In the most severe cases, they may even end up experiencing liver failure, a coma, or dying. So, any pet owners who recently saw their dogs eat or become poisoned by azaleas should contact their vet!
Treatment of Azalea Poisoning in Dogs
Treatment depends on how long ago your dog at the plant, and whether or not he’s developed symptoms of poisoning. If your dog ate the azalea recently and isn’t showing symptoms, then the vet may choose to induce vomiting. They may also treat your dog with activated charcoal, which also works to prevent absorption of the toxin.
If a longer period has passed, then the vet may use other treatments such as a gastric lavage. This is done to remove the toxin from the dog’s stomach. In addition, your dog may require IV fluids to treat dehydration. The IV may also contain electrolytes, sugars, more depending on your dog’s symptoms.
In most cases, with prompt treatment, dogs completely recover. If your fur baby was anesthetized for a gastric lavage procedure, he may need to stay in the hospital one day or so for monitoring. The vet may ask that your bring your fur baby in for a checkup later to make sure the dog is recovering properly.
If you have a dog, or other pets, it’s best not to keep azalea bushes in your dog’s part of the yard. These plants are very toxic to dogs and also cats, so you may want to avoid these beautiful plants completely to keep your fur babies safe and healthy.
If you suspect that your dog has eaten your azalea plant, rush it to the veterinarian immediately. It is important that you do not let grayantoxin poisoning damage the your dog long term. It is also beneficial to bring a small portion of your azalea plant with you.
If your dog threw up some of the plant, that’s even better; make sure you take the thrown up piece of azalea with you. By seeing what your dog actually ate, you can help your veterinarian diagnose your dog and prepare a treatment plan for it.
In general, if you’re a dog owner who has a lot of houseplants or takes your pets to plant-filled spaces often, you should spare some time to do quick researches on whether or not it’s safe for your furry pets to be in close proximity to these greeneries.
There are many poisonous plants that may not be immediately noticeable to the eye, but can incite a lot of unwanted problems to your dog’s health.
Other toxic plants that are also commonly dangerous for furry beings include lily of the valleys, which are very rich in cardiac glycosides. Like azaleas, they can also cause severe arrhythmias and seizures. All of this is on top of the other gastrointestinal issues, such as vomiting and diarrhea.
Alongside lily of the valleys, you should always watch out for chrysanthemums, sago palms, tulips, yews, daffodils, castor beans, and oleanders.
Many of these plants are common around many yards, so if you have a large property, you should check for poisonous plants. A lot of them are also commonly found in outdoor landscaping and public places, so it is a good idea to always stay vigilant when you bring your pet dogs to new places with lots of greeneries.
Ingestion of any of these plants should lead immediately to you contacting a veterinarian of your choice.
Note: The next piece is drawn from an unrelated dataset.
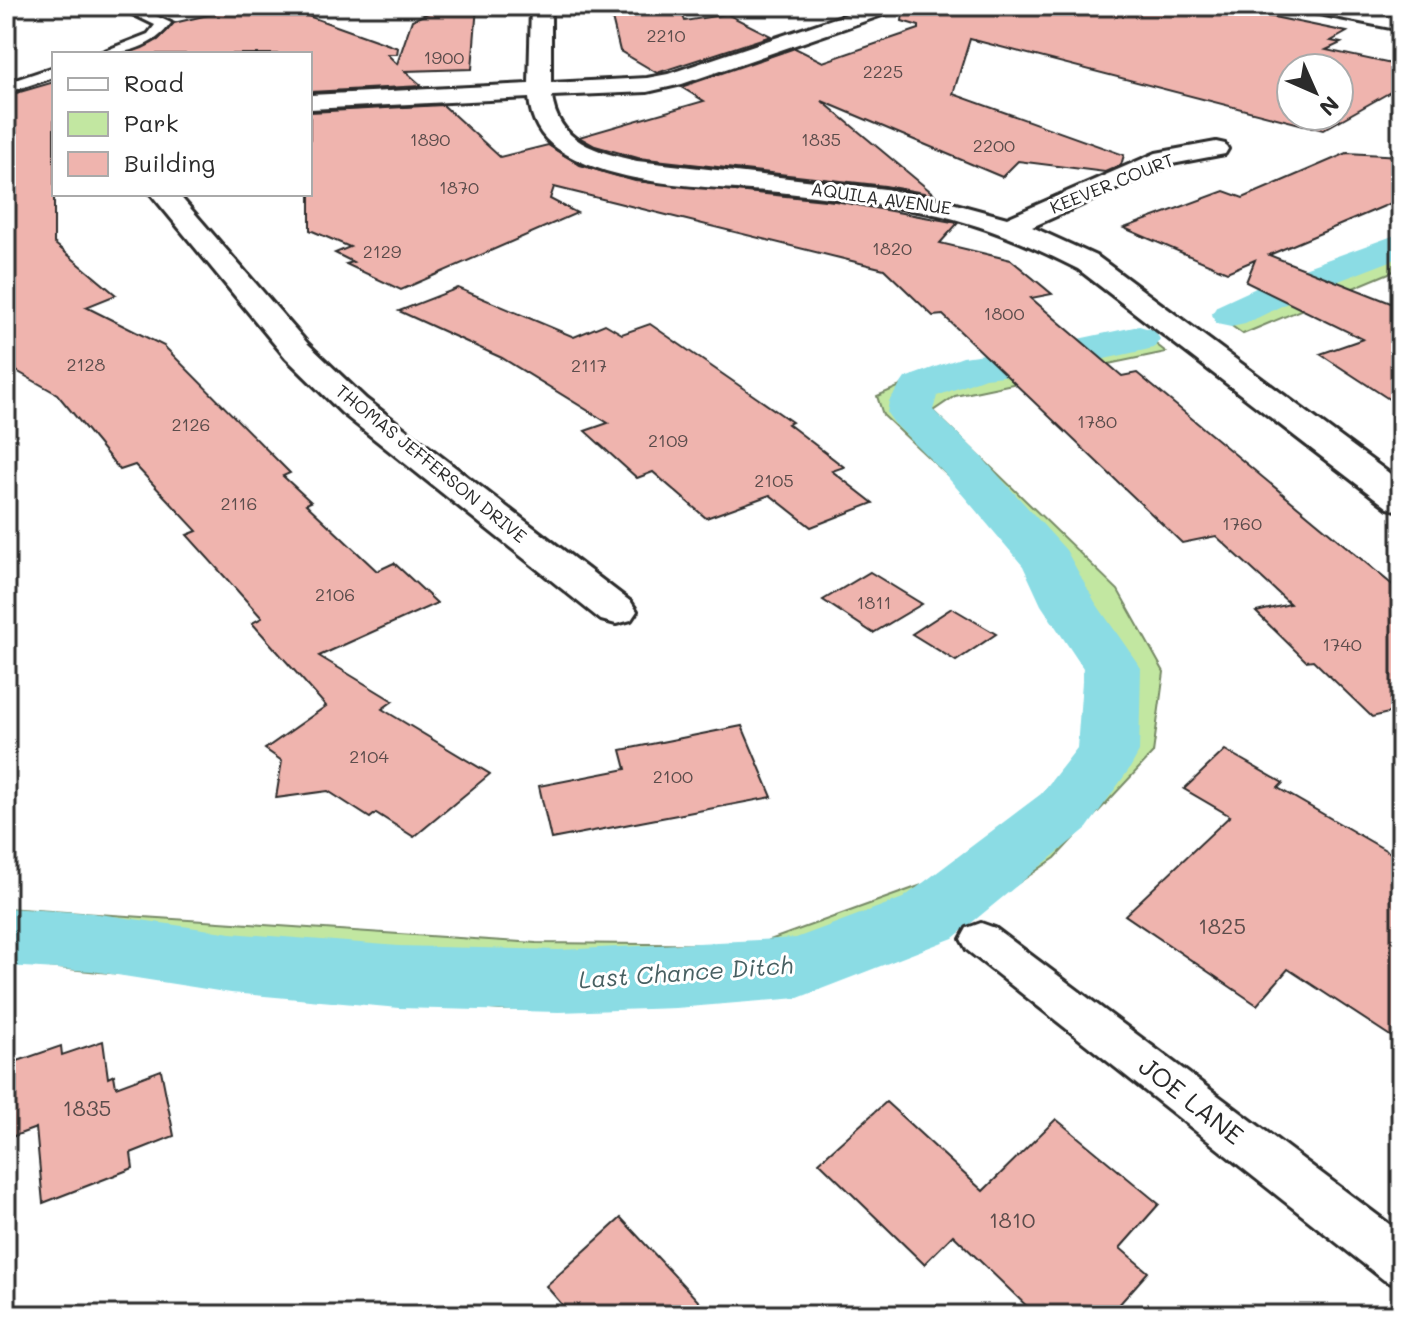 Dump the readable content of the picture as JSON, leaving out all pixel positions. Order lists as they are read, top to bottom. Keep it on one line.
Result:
{"streets":{"street":["KEEVER COURT","AQUILA AVENUE","THOMAS JEFFERSON DRIVE"],"lane":["JOE LANE"]},"crossings":[["KEEVER COURT","AQUILA AVENUE"]],"water":["Last Chance Ditch"],"house_numbers":["2210","1900","2225","1890","1835","2200","1870","1820","2129","1800","2128","2117","1780","2126","2109","2105","2116","1760","2106","1811","1740","2104","2100","1825","1835","1810"],"legend":["Road","Park","Building"],"north":"bottom right"}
If you’re worried about wasting time, or if you don’t have a go-to veterinary for health issues such as this, you can also quickly phone your nearest Pet Poison Helpline, which can be reached at 1-855-764-7661.
A pet poison helpline will help you determine what the best course of action is for you and your pet. Aside from that, you can contact the ASPCA Poison Control at 1-888-426-4435. However, keep in mind that consult fees will likely apply to any of these calls.